If you change the “Start Date” of the control chart you start to analyze the data based on your new norm. You should try to do this on a regular basis if you see large changes so that you can watch based on the best data.
This chart shows the difference in UCL and LCL that changing the date to represent the new norm creates for you. One of the issues with dealing with change is that you need to have at least 6 months of data for the UCL and LCL to be calculated correctly. This is, unfortunately, a limitation of the math involved.
Accounting Errors:
The final example of error catching in our funny data is “Total Office Supplies & Rent”.
This is an example of the accounting department incorrectly dating a rent bill. We’ll say there was confusion between accrual and cash based accounting by the office admin who is starting to learn accounting in order to grow his/her skill set and help your CPA. This shows that there are two payments listed in March and none in April. Luckily this is an easy fix. Unfortunately, I’ve seen this kind of thing happen way more often than I’d like.
Extensions:
Control Chart you KPIs
You can use control charts for all kinds of stuff besides financials. One additional metric could be volume of sales or average ticket size. Basically, the math works out for all of that. Just change the units in excel so that the template isn’t looking for dollars and it should work the same.
Limitations:
Control and Consistency are Usually a Function of Business Size
Control Charting is designed for measuring systems that aren’t supposed to change. Small business is oftentimes not as controlled as that. Small business income events are more sporadic and expenses can be more sporadic than Control Charting statistics are designed for. There is still value in understanding how these results may affect your P&L Forecasting, but the only real way to find out if there is real value in the analysis alone without the intention of forecasting is to try it. As a ballpark, if your business has more than half a million in annual sales and operation there’s a good chance this can help on some income and expense accounts. If you’re operating at less than that then you’ll have to use discretion to guess if this can help solve some of your issues.
Inconsistent Expenses
Expenses that are annual or seasonal won’t work for this type of chart unless you only compare the same respective month each year. For this to work you’d need at least 6 years of data for the chart to work.

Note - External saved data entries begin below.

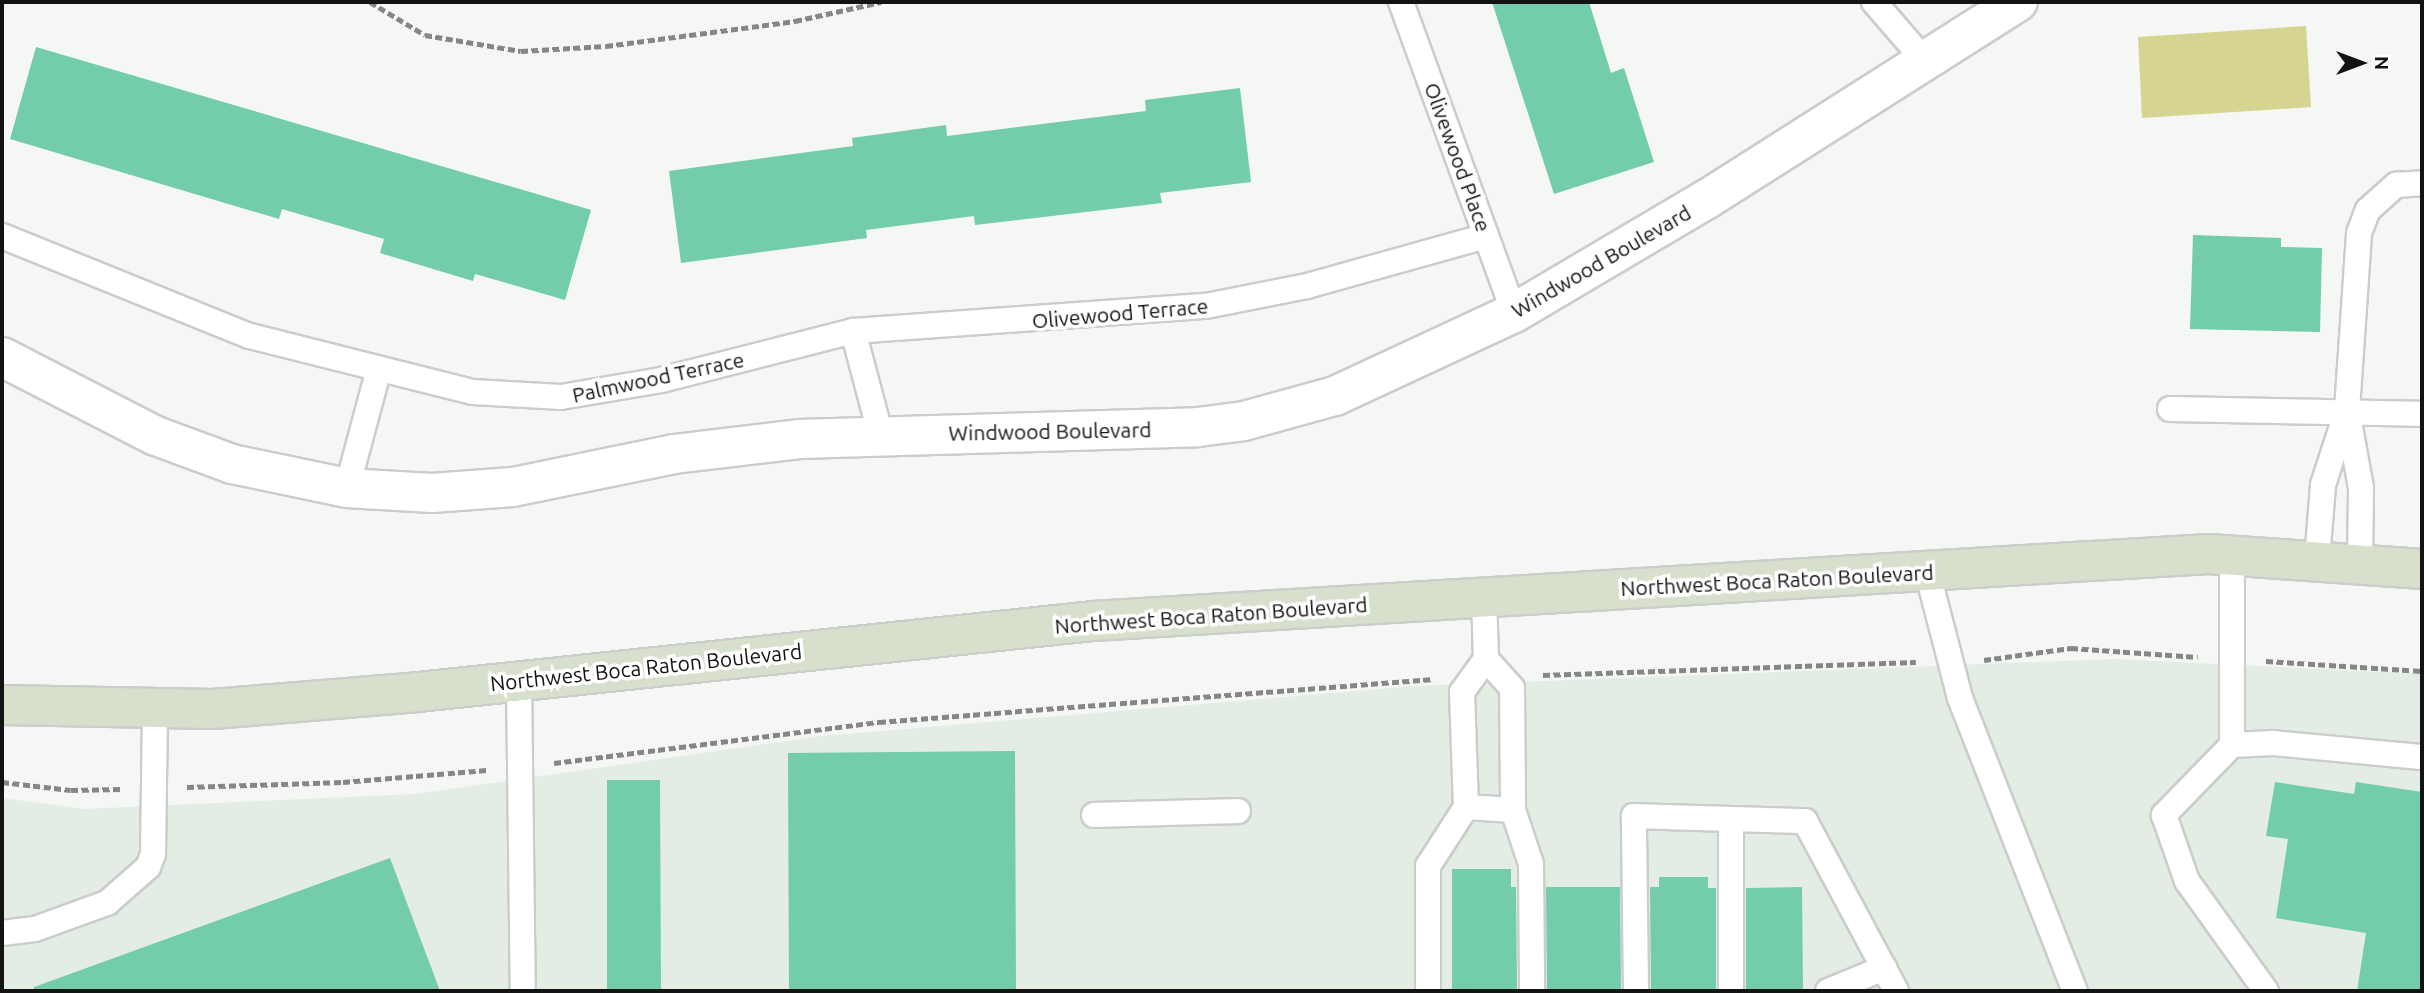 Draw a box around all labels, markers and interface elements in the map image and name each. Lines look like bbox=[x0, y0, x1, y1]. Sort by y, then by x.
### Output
north arrow bbox=[2326, 28, 2396, 98]
text: N bbox=[2371, 56, 2393, 70]
street label: Olivewood Place bbox=[1419, 79, 1497, 235]
street label: Windwood Boulevard bbox=[1507, 199, 1695, 323]
street label: Olivewood Terrace bbox=[1031, 293, 1209, 333]
street label: Palmwood Terrace bbox=[570, 346, 746, 408]
street label: Windwood Boulevard bbox=[948, 417, 1152, 445]
street label: Northwest Boca Raton Boulevard bbox=[1620, 559, 1934, 601]
street label: Northwest Boca Raton Boulevard bbox=[1054, 591, 1368, 639]
street label: Northwest Boca Raton Boulevard bbox=[489, 638, 803, 696]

You will also notice an issue if your expenses and sales aren’t fairly constant from month to month. The standard deviation is just a prediction of the range that your data would be expected to land if.
Fudging it a bit for This Application
We’re not using true Six Sigma based methods for control charting. We’re getting as close as we can with the types of data that most businesses have in their finance software for producing Profit and Loss and Balance Sheet statements. For a tutorial on the math and methods of true production based Control Charting feel free to view this article or search for more articles online.
We’re also purposely using the standard deviation of the population. It’s debatable if we should be assuming our data is a sample of the population instead, but we’re using the more conservative approach in this case. I would argue that according to GAAP, finance data should represent the full population of financial data for the period we’re analyzing. If you’re not a Statistics Nerd, and you’re wondering why I’m saying that deviants are standard, you can comfortably ignore this entire paragraph.